Criteria
Coverage is subject to the specific terms of the member's benefit plan.
Federal Employee Program members (FEP) should check with their Retail Pharmacy Program to determine if prior approval is required by calling the Retail Pharmacy Program at 1-800-624-5060 (TTY: 1-800-624-5077). FEP members can also obtain the list through the www.fepblue.org website.
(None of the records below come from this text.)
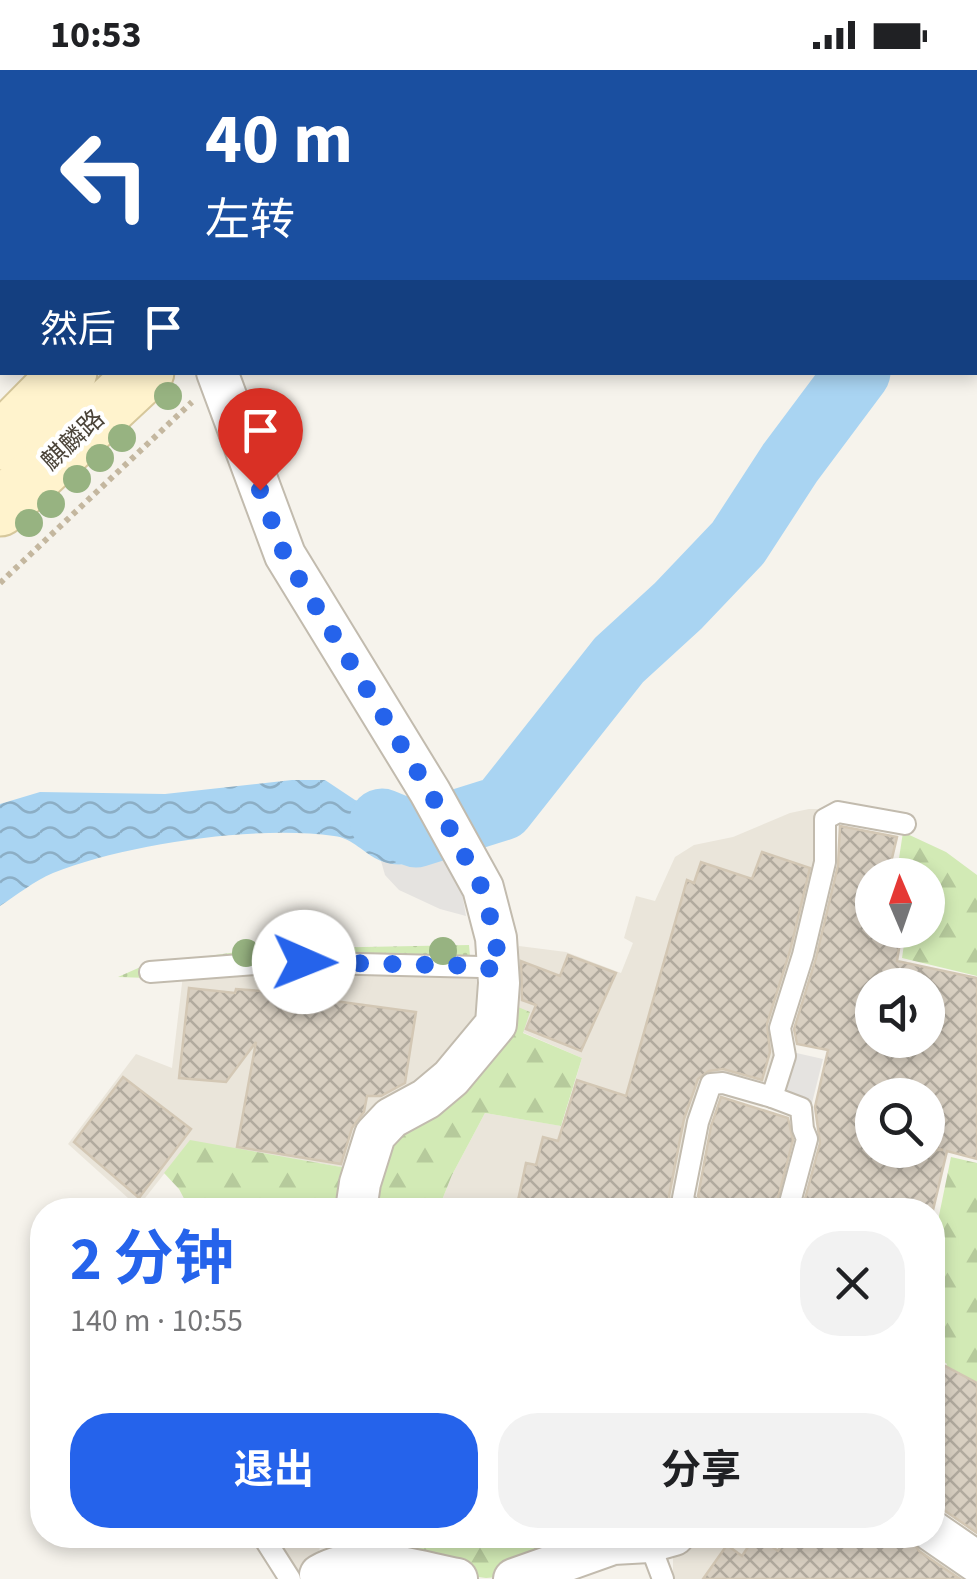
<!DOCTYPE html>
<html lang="zh">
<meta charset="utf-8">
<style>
body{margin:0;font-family:"Source Sans 3","Noto Sans SC",sans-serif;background:#f2f2f2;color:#202124;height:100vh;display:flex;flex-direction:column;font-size:38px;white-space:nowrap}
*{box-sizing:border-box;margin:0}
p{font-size:32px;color:#757577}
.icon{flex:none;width:55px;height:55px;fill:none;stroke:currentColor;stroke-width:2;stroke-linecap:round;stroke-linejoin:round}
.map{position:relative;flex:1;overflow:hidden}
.sheet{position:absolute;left:30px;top:1128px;width:915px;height:350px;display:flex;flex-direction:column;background:#fff;border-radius:40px;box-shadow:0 5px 15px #0003}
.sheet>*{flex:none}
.banner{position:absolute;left:0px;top:0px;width:978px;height:305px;box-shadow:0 5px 15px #0003;background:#1a4fa0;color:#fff;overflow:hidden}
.needle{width:65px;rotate:358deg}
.buttons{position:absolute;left:855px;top:788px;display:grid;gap:20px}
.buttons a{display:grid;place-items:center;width:90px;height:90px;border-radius:50%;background:#fff;box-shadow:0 5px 15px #0003;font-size:50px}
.pin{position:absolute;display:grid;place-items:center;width:85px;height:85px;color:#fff;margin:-102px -42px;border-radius:50% 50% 50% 0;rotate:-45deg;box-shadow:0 0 10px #0007}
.pin .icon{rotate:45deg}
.me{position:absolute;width:110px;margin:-55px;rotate:91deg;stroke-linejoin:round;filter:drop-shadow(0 0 8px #0008)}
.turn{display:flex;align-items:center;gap:35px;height:210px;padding:0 40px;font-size:45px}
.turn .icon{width:130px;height:130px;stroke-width:2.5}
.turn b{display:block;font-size:70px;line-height:85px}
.then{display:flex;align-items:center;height:95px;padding:0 40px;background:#0003;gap:20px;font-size:38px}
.round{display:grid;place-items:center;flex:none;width:105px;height:105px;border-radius:40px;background:#f2f2f2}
.headline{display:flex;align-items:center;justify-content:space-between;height:170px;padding:0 40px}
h1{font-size:60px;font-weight:700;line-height:75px;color:#2563eb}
.action{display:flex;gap:20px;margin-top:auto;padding:20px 40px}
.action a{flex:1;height:115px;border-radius:40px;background:#2563eb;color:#fff;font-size:40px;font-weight:700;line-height:115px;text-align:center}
.action a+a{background:#f2f2f2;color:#202124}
.status{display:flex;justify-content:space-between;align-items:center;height:70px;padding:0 50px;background:#fff;direction:ltr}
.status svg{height:28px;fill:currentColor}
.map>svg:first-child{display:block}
.residential{fill:#eae5da}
.education{fill:#efe8d6}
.grass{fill:url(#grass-dots)}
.forest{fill:url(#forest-firs)}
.parking{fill:#e5e3e0}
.water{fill:url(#water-waves)}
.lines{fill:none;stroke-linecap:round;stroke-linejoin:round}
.river{stroke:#a9d4f2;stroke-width:65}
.building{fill:url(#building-cross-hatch);stroke:#d3c7b4;stroke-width:2.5;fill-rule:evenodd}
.service-casing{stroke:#c2bbae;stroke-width:24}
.minor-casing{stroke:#c2bbae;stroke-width:44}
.secondary-casing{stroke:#d6c79b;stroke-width:59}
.path{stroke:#c4b79f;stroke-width:6;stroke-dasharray:5 5;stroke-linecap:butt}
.service{stroke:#fff;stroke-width:20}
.minor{stroke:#fff;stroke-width:40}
.secondary{stroke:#fff3cd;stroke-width:55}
.tree{fill:#97b381}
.route{stroke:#2563eb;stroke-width:18;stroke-dasharray:0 32.4}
.labels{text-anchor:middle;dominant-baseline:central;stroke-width:8;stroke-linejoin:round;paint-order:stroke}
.street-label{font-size:25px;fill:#4b4439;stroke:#fff}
</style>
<div class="status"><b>10:53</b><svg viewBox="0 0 49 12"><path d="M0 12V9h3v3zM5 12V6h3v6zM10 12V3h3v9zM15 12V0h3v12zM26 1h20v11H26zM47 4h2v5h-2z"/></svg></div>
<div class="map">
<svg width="977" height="1509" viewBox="0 0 977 1509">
<defs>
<pattern id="grass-dots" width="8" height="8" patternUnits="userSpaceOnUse" patternTransform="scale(2.5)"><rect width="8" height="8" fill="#d2eab5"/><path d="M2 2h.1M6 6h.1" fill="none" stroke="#b6ca9c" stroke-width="1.8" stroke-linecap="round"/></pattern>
<pattern id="forest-firs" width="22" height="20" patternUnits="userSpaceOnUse" patternTransform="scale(2.5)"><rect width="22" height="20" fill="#d2eab5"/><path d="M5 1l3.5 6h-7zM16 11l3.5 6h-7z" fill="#b6ca9c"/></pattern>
<pattern id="water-waves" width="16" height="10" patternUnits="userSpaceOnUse" patternTransform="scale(2.5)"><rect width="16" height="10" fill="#a9d4f2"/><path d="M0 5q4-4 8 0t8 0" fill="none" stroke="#8caec5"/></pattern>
<pattern id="building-cross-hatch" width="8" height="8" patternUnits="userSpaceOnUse" patternTransform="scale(2.5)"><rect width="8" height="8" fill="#d8cfc1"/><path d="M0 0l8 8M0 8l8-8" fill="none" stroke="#b1aa9e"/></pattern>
</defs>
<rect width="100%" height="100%" fill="#f6f3ec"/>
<g class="residential">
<polygon points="809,739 824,739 821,788 772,957 776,977 765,1015 756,1017 716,1003 710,1005 688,1140 438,1140 452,1105 485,1043 562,1056 582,988 522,962 504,931 519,876 566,882 621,903 633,873 624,868 636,826 655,831 675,787 694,775 733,767 790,743"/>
<polygon points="319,901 476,909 482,948 358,1100 190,1071 138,1137 68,1074 136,984 172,998 183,905"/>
<polygon points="269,1465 323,1465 312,1509 298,1509"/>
<polygon points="720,1465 765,1465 776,1473 781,1465 924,1465 977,1509 673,1509 673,1485 691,1470"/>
</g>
<polygon class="education" points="0,0 295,0 2,2 0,277"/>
<polygon class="grass" points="469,875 470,886 371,883 249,887 148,908 118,907 145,895 257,879"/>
<g class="forest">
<polygon points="903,762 946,782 977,805 977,906 902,888 906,860 928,860 928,805 891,805 893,795 898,795"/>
<polygon points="504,931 530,942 523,963 582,988 561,1056 485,1043 452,1105 438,1140 364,1140 371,1097"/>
<polygon points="190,1070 358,1100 347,1140 190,1140 179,1119 164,1103"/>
<polygon points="951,1087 977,1093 977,1312 945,1298 947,1294 933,1283 933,1175"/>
<polygon points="337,1465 595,1465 498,1507 486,1508 331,1487"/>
</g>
<g class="parking">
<polygon points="441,784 461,817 466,846 440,839 399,820 385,805 381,791 404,795"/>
<polygon points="792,982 823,989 811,1037 786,1023"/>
</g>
<path class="water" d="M292,710H325L355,730L405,744L423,743L441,784C423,792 400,799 381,791C364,784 353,768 334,766C256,755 126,774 53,803C34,811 17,825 0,836V734L40,722L165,724Z"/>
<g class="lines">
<g class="river">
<polyline points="960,2 960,0"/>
<polyline points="382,751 416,765 502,738 619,590 678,536 738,473 790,393 858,302"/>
</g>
</g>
<g class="building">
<path d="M840,756L897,767L888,805H872V860H902L897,891L977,908V1089L947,1081L933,1140H802L820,1073L815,1037L828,980L797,974L794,959L816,888L838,795ZM872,915H928V970H872ZM872,1025H928V1076L943,1080H872Z"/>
<polygon points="762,782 810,798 790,881 767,954 770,982 762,1010 723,999 709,1001 698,1009 684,1049 669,1126 672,1140 516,1140 526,1093 536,1095 543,1067 558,1071 577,1010 626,1026 687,810 694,813 701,792 752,809"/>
<polygon points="568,885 616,903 581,981 526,959 536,935 522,930 521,891 560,906"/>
<polygon points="189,918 235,923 236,919 261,921 416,942 405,1013 381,1026 367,1026 364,1042 352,1058 341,1094 237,1077 256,972 226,1012 179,1008"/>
<polygon points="123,1007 191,1059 139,1128 74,1072"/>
<polygon points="721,1027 788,1048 793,1070 775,1140 708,1140 698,1126 711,1056"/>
<polygon points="932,1289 977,1313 977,1463 945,1441 932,1437"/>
<polygon points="756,1465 778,1481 788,1465 909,1465 919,1481 960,1509 703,1509 727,1475 742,1486"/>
</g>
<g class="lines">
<g class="service-casing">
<g id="service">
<polyline points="46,2 49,0"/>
<polyline points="0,47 2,44"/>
<polyline points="150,902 280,892 480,897 498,901"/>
<polyline points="772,1027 801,1038 803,1059 807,1069 788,1140"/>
<polyline points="694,1140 683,1132 683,1128 698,1052 711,1014 723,1013 772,1027 785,986 780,958 803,885 825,792 825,749 838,742 905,754"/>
<polyline points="262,1465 290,1509"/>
<polyline points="649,1472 663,1509"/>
</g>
</g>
<g class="minor-casing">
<g id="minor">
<polyline points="217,302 285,485 430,722 483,818 496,868 499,913 496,954 451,1008 426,1029 391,1048 375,1065 360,1113 356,1140"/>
<polyline points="932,1461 977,1492"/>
<path d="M320,1505C361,1481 414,1501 457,1509"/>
<polyline points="514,1509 613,1474 649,1472 674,1465"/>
</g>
</g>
<g class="secondary-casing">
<g id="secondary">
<polyline points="390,2 393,0"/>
<polyline points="476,2 479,0"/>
<polyline points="0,372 69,302"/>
<polyline points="0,438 146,302"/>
</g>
</g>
<g class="path">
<polyline points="321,2 324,0"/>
<polyline points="580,2 581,0"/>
<polyline points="0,513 192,332"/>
</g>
<use href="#service" class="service"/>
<use href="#minor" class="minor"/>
<use href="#secondary" class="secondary"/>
</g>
<g class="tree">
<circle cx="168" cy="326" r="14"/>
<circle cx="122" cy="368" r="14"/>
<circle cx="100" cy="388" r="14"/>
<circle cx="77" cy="409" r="14"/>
<circle cx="51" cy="434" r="14"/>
<circle cx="29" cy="453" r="14"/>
<circle cx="338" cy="880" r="14"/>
<circle cx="443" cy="881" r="14"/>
<circle cx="246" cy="883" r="14"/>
</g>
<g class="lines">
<polyline class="route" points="260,420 285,486 430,722 482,818 496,868 498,901 480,896 304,892"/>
</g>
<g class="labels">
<g class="street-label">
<text transform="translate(73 370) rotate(-43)">麒麟路</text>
</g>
</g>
</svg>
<div class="buttons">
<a><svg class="needle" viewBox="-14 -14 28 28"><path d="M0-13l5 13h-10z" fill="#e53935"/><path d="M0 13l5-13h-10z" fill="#757577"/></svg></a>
<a><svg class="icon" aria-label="sound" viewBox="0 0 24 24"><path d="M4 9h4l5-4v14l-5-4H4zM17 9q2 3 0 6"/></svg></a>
<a><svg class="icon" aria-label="search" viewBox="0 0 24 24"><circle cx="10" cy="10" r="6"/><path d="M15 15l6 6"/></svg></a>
</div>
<div class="pin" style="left:260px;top:420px;background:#d93025"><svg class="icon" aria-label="arrive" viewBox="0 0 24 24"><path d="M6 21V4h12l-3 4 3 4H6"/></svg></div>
<svg class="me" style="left:304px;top:892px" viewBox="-20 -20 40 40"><circle r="19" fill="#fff"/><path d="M0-13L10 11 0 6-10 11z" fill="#2563eb"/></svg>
<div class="banner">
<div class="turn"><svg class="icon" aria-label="left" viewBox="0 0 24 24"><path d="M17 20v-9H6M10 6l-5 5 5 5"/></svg><div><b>40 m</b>左转</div></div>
<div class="then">然后<svg class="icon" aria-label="arrive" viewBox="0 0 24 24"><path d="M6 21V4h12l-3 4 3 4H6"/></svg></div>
</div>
<section class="sheet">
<div class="headline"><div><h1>2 分钟</h1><p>140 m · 10:55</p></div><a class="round"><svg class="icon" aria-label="close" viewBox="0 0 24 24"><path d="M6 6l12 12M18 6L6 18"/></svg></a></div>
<div class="action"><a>退出</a><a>分享</a></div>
</section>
</div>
Bevacizumab (Avastin) or a bevacizumab biosimilar (Mvasi, Zirabev, Alymsys, Vegzelma, Avzivi) may be considered medically necessary for individuals 18 years of age or older who meet
ANY ONE
of the following criteria:
Cervical Cancer
-
For the treatment of persistent, recurrent or metastatic cervical cancer in combination with
ONE
of the following:
-
Paclitaxel and cisplatin;
or
-
Paclitaxel and topotecan;
or
Epithelial Ovarian, Fallopian Tube, or Primary Peritoneal Cancer
-
For treatment in
ANY
of the following:
-
In combination with carboplatin and paclitaxel, followed by bevacizumab (Avastin) as a single agent, for stage III or IV disease following initial surgical resection;
or
-
In combination with paclitaxel, pegylated liposomal doxorubicin, or topotecan for individuals with platinum-resistant recurrent disease who received no more than two (2) prior chemotherapy regimens;
or
-
In combination with
ANY
of the following regimens, followed by bevacizumab (Avastin) as a single agent for platinum-sensitive recurrent disease:
-
In combination with carboplatin and paclitaxel;
or
-
In combination with carboplatin and gemcitabine;
or
Glioblastoma
-
For treatment of recurrent glioblastoma;
or
Hepatocellular Carcinoma
-
For the treatment of individuals with unresectable or metastatic hepatocellular carcinoma in combination with atezolizumab who have not received prior systemic therapy;
or
Metastatic Colorectal Cancer
-
In combination with intravenous 5-fluorouracil-based chemotherapy for first or second-line treatment;
or
-
As second-line treatment in individuals who have progressed on a first-line bevacizumab (Avastin)-containing regimen in
ONE
of the following:
-
In combination with fluoropyrimidine-irinotecan;
or
-
In combination with fluoropyrimidine-oxaliplatin;
or
Non-Squamous Non-Small Cell Lung Cancer (NSCLC)
-
In combination with carboplatin and paclitaxel as first-line treatment of individuals with unresectable, locally advanced, recurrent or metastatic non-squamous cell type NSCLC;
or
Renal Cell Carcinoma
- For treatment of metastatic renal cell carcinoma in combination with interferon alfa.
Compendia Sources
Bevacizumab (Avastin) and bevacizumab biosimilars (Mvasi, Zirabev Alymsys, Vegzelma,
Avzivi
) may be considered medically necessary for treatment of any of the current category 1 or 2A NCCN recommendations.
The use of bevacizumab (Avastin) and bevacizumab biosimilars (Mvasi, Zirabev, Alymsys, Vegzelma, Avzivi) for any other oncologic indication
not listed in this policy is considered experimental/investigational and therefore non-covered because the safety and/or effectiveness cannot be established by the available published peer-reviewed literature.